- **Task statement**
Pull every line containing "overflow" from the listing below.

- **Provided data**
▼▼▼
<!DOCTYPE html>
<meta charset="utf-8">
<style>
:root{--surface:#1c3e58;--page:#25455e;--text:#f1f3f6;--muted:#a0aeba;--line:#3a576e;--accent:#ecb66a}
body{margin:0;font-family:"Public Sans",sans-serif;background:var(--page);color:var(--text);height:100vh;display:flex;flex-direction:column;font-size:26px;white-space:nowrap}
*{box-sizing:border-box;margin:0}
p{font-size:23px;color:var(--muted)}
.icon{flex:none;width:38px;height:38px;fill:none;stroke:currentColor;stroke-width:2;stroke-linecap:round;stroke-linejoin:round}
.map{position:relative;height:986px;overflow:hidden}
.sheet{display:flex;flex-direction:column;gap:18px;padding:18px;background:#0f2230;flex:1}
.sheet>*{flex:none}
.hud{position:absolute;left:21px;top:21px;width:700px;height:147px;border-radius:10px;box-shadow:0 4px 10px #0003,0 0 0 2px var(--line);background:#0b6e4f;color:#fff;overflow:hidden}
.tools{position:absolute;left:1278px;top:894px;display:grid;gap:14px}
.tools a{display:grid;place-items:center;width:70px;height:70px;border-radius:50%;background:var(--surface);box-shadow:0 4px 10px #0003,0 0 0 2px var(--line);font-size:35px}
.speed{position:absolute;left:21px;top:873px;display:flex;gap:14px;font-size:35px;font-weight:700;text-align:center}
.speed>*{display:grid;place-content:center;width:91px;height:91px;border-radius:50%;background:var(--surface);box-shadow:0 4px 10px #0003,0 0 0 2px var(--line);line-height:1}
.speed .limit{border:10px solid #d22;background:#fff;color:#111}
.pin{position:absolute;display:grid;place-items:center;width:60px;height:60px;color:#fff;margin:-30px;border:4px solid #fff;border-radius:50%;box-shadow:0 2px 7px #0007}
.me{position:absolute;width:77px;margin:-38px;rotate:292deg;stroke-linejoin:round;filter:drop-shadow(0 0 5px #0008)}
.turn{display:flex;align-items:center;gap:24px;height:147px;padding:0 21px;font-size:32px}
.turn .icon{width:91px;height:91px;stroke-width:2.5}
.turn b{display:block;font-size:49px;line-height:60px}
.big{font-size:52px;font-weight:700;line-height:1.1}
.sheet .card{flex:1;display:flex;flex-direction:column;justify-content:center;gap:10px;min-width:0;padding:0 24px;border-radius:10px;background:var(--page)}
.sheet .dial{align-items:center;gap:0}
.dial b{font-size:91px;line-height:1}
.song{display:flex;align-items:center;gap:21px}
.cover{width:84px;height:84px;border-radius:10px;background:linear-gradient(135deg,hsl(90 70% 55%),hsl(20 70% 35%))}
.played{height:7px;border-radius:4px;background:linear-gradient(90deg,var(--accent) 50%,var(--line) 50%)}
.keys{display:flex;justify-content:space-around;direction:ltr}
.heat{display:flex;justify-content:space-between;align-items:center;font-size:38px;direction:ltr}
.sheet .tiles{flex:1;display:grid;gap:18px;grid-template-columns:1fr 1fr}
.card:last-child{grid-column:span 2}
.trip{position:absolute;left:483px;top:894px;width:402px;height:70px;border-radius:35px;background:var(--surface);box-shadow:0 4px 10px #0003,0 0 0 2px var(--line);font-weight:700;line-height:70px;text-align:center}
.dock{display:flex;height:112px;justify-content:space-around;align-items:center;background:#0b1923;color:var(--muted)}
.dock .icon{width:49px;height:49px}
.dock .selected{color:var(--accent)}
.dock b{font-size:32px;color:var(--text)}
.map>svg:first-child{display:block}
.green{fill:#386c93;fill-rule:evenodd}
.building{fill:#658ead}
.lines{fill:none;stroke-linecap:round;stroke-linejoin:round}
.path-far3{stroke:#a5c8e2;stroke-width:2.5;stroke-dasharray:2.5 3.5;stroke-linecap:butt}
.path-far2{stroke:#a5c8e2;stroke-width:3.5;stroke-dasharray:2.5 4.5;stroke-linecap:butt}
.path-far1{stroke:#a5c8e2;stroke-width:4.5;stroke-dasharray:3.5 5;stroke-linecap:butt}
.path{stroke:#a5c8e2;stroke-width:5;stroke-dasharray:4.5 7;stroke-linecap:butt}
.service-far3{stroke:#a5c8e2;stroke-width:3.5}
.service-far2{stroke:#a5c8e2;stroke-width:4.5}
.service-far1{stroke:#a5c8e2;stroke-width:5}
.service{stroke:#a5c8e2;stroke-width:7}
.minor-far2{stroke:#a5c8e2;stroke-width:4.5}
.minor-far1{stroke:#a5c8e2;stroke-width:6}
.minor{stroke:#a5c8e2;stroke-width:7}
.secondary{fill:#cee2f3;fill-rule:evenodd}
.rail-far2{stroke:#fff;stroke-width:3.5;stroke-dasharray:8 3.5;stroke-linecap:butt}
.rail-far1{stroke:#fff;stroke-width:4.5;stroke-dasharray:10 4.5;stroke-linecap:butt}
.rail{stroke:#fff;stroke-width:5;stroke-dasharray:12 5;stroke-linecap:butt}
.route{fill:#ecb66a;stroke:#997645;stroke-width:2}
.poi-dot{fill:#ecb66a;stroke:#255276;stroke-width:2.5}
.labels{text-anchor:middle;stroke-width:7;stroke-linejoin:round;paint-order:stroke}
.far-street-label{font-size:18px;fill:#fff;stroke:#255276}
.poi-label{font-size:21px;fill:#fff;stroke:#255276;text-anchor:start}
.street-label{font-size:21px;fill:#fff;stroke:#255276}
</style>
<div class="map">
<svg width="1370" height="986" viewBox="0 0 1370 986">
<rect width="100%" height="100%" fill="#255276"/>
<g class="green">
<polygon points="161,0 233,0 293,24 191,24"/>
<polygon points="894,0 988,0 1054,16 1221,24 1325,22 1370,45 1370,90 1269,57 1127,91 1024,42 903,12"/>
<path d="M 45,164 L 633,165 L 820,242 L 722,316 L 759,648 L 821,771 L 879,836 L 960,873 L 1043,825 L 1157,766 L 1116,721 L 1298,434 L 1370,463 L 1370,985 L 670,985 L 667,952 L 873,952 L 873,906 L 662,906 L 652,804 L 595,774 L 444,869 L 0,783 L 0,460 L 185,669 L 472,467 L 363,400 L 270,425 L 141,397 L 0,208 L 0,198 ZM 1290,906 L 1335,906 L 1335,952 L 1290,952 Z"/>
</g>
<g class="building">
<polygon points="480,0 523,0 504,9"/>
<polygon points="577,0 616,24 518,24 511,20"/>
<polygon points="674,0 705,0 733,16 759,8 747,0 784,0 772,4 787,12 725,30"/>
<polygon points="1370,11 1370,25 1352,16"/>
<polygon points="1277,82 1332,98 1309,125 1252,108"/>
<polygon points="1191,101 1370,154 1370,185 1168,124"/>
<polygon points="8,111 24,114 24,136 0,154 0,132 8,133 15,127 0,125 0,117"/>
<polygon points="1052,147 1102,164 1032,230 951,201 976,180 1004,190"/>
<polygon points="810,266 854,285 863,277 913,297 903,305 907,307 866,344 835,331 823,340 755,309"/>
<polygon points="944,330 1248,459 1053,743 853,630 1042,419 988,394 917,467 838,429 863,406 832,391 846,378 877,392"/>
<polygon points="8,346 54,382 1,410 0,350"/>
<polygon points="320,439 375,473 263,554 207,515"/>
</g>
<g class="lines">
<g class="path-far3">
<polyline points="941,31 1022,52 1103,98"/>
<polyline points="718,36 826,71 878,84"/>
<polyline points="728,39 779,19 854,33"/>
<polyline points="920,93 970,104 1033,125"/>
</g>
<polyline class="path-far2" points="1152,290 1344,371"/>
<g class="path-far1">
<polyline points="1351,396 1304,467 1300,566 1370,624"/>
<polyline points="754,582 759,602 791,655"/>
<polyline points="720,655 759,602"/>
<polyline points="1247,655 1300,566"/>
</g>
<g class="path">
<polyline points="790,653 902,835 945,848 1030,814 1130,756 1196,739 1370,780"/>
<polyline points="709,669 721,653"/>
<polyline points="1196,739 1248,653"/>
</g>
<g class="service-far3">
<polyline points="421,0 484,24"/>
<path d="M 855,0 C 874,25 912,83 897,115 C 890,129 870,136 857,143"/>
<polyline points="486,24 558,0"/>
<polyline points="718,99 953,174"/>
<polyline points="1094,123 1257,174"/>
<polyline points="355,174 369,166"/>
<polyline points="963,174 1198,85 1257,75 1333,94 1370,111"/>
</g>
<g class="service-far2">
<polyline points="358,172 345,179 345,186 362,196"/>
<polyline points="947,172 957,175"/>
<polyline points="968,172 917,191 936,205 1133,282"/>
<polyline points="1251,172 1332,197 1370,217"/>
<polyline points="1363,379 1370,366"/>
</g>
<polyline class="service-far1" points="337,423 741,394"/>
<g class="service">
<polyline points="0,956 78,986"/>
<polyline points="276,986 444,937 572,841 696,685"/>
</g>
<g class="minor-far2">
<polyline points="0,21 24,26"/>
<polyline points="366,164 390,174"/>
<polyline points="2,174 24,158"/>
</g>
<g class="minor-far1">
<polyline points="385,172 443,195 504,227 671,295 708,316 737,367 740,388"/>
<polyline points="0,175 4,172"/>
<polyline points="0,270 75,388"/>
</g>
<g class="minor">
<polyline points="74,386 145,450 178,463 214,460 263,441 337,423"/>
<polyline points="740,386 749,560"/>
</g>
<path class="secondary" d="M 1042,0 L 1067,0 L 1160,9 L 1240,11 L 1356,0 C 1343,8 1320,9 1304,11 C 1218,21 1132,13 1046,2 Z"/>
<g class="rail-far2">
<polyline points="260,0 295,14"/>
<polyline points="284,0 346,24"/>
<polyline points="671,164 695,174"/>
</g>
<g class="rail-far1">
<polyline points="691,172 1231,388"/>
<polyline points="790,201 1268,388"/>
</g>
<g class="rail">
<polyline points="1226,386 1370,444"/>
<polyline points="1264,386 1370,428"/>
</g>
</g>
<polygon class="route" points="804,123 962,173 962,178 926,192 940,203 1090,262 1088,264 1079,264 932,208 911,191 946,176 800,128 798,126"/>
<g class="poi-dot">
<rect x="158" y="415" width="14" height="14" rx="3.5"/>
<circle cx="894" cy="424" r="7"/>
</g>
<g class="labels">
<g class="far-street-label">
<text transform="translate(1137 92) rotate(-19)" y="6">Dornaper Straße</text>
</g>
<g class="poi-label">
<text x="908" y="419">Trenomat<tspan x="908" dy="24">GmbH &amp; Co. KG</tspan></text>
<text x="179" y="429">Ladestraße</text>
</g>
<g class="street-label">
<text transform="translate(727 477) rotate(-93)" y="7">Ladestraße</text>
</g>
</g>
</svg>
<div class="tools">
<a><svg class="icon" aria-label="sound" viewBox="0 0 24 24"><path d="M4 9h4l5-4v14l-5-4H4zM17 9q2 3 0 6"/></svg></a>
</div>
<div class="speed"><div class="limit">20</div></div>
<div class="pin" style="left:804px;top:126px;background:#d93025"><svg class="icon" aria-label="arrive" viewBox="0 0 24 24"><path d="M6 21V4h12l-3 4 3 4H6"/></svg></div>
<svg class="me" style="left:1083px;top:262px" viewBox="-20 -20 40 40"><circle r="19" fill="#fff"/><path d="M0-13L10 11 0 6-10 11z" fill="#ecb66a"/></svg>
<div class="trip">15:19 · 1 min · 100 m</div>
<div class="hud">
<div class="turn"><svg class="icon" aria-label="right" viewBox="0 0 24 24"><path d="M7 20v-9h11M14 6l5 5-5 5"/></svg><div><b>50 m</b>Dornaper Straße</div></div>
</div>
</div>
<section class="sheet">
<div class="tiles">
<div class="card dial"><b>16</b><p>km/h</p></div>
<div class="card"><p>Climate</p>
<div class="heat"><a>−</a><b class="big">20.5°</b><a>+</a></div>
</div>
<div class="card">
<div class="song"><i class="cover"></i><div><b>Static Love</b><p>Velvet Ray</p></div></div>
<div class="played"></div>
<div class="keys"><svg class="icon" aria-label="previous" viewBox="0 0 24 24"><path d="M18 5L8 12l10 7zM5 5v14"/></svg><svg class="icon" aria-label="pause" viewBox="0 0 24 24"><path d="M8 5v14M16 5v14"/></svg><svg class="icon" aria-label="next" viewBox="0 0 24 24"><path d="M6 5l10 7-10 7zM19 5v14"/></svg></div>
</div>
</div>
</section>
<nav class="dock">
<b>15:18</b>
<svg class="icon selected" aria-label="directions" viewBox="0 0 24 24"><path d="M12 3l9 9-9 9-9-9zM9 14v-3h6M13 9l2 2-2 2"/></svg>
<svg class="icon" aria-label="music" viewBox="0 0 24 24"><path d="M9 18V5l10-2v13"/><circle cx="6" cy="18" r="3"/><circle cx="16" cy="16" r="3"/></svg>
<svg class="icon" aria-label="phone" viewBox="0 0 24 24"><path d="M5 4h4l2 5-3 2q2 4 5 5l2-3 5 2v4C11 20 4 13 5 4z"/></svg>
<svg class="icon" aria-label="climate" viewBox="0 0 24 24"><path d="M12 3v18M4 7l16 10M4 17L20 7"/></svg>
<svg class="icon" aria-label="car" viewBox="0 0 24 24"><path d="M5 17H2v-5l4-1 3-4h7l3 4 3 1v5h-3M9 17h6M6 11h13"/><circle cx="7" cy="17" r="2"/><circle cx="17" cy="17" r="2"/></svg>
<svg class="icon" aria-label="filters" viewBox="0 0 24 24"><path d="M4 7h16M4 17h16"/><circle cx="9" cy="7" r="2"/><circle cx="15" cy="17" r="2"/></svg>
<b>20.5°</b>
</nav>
▲▲▲
- **Answer area**
.map{position:relative;height:986px;overflow:hidden}
.hud{position:absolute;left:21px;top:21px;width:700px;height:147px;border-radius:10px;box-shadow:0 4px 10px #0003,0 0 0 2px var(--line);background:#0b6e4f;color:#fff;overflow:hidden}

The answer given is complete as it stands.